- **TASK TO CARRY OUT**: Take the data below and extract the lines from the one with "M1160,56L1194,79L1179,100L1146,77Z" to the one with "M398,327L439,328L437,384L396,383Z", inclusive, exactly as written.

- **RECORDS PROVIDED**:
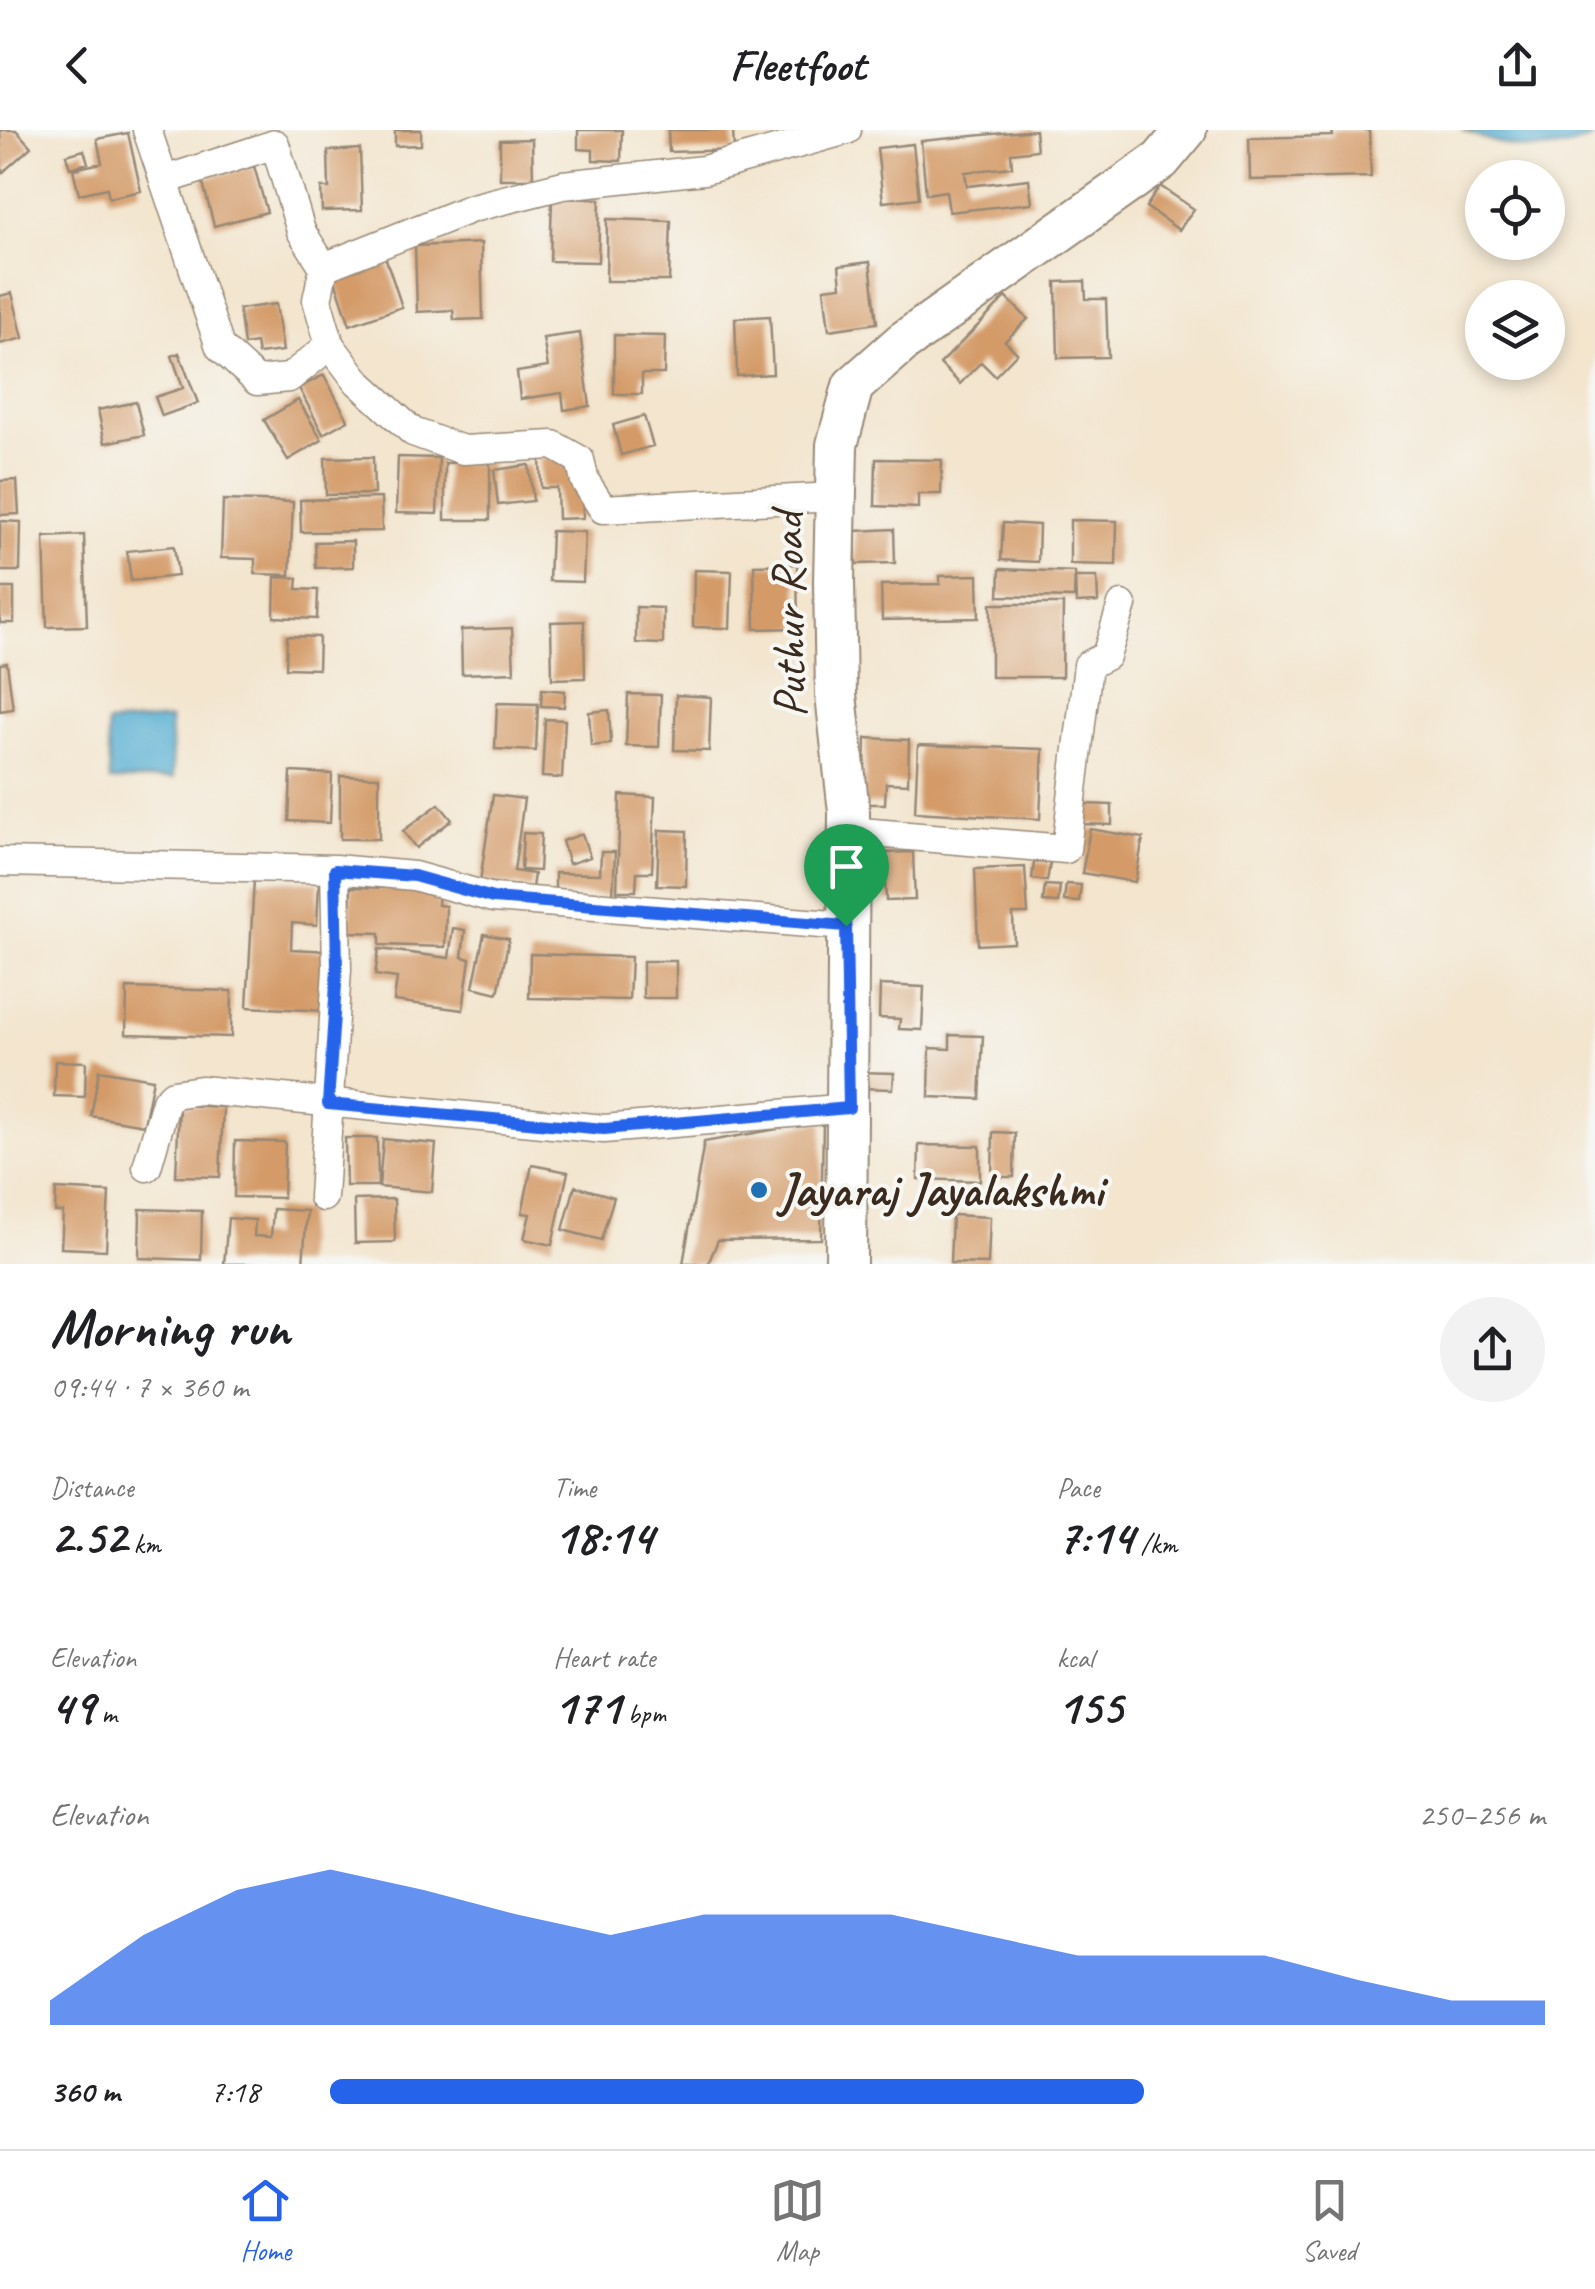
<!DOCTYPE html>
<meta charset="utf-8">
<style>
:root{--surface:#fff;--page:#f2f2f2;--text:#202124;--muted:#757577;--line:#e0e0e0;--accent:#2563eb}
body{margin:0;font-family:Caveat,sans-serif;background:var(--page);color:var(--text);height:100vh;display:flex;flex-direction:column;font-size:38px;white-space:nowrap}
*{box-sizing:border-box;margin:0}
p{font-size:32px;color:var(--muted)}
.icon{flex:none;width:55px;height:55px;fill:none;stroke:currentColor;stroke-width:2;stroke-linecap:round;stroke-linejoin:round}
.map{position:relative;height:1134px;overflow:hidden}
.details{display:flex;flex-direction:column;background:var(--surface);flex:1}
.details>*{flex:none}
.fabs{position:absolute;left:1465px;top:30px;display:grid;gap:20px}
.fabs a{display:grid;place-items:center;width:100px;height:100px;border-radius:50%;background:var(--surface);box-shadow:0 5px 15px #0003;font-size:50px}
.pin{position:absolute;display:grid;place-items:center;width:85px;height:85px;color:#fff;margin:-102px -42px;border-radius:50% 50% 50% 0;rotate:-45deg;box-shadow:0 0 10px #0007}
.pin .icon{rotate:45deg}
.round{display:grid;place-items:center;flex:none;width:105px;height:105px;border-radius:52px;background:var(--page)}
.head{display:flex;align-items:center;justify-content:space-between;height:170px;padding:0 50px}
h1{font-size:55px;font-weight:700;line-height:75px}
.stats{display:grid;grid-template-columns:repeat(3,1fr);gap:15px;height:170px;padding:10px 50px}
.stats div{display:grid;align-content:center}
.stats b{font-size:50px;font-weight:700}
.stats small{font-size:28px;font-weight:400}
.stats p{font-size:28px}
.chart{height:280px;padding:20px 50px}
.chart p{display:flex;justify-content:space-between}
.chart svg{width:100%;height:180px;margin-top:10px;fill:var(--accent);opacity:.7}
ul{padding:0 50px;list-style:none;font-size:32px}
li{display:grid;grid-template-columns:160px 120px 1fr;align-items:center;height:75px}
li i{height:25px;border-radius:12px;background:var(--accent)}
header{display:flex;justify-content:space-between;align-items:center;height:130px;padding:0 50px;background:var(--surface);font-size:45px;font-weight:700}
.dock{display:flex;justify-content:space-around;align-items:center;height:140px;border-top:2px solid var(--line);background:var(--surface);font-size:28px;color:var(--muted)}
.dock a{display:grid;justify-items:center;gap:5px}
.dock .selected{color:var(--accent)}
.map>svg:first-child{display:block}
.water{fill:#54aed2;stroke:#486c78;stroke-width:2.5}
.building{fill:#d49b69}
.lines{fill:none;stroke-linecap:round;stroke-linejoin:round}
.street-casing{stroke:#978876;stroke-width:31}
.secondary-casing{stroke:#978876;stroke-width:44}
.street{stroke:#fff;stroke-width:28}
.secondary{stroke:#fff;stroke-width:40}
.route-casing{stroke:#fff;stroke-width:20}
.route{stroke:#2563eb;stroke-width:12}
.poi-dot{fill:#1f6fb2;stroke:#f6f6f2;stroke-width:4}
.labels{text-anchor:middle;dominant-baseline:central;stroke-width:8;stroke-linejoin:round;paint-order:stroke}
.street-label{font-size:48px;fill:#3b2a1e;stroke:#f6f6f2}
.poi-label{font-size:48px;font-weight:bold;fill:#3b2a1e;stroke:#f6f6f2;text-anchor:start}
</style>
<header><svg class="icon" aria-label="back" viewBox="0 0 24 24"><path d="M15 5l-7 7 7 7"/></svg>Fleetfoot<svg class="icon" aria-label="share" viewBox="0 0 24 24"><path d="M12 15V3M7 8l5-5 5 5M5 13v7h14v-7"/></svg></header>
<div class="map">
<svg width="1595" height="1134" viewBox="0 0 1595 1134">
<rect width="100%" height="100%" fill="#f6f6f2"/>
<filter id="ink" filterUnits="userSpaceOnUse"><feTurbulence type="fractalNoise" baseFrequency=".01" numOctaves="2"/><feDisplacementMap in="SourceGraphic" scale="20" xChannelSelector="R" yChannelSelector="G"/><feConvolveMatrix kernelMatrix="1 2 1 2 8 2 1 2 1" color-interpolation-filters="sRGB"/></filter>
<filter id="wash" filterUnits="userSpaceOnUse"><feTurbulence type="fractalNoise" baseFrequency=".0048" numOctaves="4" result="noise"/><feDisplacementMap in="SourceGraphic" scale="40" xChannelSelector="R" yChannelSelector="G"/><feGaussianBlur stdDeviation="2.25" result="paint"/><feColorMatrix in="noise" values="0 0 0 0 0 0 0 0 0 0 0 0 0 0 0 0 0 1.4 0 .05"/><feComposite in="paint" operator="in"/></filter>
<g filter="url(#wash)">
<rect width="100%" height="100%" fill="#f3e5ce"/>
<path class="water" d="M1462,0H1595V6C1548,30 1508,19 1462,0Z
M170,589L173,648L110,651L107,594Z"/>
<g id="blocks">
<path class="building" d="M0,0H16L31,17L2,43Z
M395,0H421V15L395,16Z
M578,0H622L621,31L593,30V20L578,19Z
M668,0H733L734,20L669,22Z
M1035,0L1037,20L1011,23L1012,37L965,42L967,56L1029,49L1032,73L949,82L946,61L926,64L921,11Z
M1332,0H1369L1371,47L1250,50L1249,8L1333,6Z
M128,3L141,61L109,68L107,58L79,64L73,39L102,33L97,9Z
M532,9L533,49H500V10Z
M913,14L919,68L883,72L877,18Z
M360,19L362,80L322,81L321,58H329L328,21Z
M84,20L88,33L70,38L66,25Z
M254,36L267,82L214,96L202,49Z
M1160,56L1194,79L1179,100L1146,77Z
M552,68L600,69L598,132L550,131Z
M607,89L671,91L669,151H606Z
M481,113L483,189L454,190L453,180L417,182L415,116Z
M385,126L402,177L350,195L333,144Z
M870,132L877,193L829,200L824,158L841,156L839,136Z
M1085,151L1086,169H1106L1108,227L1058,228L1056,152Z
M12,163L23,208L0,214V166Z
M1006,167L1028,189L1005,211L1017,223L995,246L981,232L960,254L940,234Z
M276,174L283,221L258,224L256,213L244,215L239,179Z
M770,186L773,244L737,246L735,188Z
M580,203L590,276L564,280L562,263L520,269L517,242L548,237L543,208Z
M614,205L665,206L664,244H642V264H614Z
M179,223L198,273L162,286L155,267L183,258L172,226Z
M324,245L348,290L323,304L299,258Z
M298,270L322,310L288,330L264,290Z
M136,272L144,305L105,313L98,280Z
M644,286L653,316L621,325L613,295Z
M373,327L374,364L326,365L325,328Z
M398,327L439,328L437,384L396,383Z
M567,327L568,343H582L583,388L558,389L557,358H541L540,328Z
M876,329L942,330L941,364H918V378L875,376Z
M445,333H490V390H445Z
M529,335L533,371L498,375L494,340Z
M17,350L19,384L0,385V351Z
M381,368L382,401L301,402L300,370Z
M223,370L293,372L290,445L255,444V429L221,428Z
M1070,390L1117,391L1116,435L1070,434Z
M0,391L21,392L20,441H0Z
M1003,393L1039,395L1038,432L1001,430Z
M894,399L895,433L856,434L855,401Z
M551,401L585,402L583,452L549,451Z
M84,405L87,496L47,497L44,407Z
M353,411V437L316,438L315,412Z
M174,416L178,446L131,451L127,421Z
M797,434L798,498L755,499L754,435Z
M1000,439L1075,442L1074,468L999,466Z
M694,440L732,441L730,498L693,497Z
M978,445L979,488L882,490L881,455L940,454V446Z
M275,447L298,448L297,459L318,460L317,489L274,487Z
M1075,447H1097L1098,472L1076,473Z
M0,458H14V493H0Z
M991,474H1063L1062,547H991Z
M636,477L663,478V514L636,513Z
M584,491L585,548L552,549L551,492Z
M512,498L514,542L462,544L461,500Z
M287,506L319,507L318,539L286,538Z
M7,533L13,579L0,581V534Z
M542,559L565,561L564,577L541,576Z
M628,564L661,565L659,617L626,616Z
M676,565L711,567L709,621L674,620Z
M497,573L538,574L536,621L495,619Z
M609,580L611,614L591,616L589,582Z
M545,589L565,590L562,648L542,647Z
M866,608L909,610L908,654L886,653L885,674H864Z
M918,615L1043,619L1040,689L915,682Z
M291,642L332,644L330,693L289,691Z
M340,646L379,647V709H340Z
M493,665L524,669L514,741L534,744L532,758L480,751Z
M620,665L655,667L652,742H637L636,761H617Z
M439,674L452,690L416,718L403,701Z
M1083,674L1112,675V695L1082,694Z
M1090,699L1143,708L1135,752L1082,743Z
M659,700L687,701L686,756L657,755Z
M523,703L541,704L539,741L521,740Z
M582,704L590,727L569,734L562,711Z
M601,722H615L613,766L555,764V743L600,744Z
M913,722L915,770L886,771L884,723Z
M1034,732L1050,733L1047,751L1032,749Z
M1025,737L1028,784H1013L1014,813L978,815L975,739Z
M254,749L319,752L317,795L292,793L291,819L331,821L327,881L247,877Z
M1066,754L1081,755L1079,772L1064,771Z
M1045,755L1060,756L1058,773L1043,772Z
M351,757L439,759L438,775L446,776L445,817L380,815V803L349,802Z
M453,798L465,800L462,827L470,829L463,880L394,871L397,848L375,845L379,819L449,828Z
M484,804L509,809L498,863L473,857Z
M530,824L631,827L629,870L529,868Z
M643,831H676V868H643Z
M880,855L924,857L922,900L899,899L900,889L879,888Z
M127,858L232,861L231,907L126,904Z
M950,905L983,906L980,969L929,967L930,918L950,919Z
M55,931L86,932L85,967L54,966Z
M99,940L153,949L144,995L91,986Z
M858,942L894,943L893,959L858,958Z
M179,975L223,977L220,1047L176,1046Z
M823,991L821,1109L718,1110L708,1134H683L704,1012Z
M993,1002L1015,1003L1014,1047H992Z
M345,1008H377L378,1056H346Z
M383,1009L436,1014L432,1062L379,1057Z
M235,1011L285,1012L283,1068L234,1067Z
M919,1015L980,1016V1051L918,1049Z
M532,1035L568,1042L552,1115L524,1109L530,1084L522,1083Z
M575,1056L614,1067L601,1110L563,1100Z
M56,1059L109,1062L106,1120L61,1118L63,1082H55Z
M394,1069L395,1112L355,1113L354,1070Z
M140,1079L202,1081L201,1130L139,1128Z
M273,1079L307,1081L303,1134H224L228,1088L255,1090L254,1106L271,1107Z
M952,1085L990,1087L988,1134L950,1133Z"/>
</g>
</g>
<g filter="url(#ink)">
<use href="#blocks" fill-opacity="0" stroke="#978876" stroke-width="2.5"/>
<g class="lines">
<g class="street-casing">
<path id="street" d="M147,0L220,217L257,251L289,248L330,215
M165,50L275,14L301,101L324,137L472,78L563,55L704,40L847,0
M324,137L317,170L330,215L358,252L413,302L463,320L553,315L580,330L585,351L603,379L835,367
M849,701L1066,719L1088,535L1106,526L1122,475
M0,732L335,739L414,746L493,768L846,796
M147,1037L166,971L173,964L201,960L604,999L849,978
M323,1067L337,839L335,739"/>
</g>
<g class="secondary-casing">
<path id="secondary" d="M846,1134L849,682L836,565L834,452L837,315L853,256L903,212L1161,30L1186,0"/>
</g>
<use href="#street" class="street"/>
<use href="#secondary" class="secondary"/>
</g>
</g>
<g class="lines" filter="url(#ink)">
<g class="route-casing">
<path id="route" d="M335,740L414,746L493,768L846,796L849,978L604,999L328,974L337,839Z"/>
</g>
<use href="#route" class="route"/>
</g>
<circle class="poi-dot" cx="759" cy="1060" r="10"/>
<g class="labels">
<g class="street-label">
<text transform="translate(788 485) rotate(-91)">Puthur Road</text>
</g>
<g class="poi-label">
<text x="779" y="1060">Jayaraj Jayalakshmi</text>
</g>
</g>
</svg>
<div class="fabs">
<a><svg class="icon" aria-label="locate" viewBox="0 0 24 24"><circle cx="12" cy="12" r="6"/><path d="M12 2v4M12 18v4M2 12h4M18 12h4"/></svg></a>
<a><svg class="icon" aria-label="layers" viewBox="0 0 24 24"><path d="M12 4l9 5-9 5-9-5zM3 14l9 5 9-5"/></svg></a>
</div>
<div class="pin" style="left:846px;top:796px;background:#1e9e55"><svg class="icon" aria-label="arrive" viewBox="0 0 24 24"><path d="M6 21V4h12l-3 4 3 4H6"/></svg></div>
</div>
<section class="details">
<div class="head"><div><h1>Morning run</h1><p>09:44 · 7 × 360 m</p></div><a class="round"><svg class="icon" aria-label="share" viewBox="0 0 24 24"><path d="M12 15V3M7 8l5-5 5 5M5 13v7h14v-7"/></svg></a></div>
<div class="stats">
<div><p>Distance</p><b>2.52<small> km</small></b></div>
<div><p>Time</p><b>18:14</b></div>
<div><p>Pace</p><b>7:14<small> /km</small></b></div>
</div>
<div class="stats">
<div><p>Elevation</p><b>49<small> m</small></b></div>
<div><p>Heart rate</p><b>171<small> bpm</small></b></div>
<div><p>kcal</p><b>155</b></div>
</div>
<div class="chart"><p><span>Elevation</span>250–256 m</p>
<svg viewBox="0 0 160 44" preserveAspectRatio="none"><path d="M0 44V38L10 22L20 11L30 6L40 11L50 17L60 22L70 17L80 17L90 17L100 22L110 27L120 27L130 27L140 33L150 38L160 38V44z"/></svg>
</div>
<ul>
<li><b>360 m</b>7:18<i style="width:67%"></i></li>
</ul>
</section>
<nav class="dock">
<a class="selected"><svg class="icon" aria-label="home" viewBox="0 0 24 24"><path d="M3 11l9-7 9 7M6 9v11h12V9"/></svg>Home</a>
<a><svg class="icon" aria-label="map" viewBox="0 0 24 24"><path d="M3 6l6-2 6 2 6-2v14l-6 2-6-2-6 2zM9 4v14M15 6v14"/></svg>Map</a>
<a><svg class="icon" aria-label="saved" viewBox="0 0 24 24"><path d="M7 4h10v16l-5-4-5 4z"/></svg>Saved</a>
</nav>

- **FINISHED TASK**:
M1160,56L1194,79L1179,100L1146,77Z
M552,68L600,69L598,132L550,131Z
M607,89L671,91L669,151H606Z
M481,113L483,189L454,190L453,180L417,182L415,116Z
M385,126L402,177L350,195L333,144Z
M870,132L877,193L829,200L824,158L841,156L839,136Z
M1085,151L1086,169H1106L1108,227L1058,228L1056,152Z
M12,163L23,208L0,214V166Z
M1006,167L1028,189L1005,211L1017,223L995,246L981,232L960,254L940,234Z
M276,174L283,221L258,224L256,213L244,215L239,179Z
M770,186L773,244L737,246L735,188Z
M580,203L590,276L564,280L562,263L520,269L517,242L548,237L543,208Z
M614,205L665,206L664,244H642V264H614Z
M179,223L198,273L162,286L155,267L183,258L172,226Z
M324,245L348,290L323,304L299,258Z
M298,270L322,310L288,330L264,290Z
M136,272L144,305L105,313L98,280Z
M644,286L653,316L621,325L613,295Z
M373,327L374,364L326,365L325,328Z
M398,327L439,328L437,384L396,383Z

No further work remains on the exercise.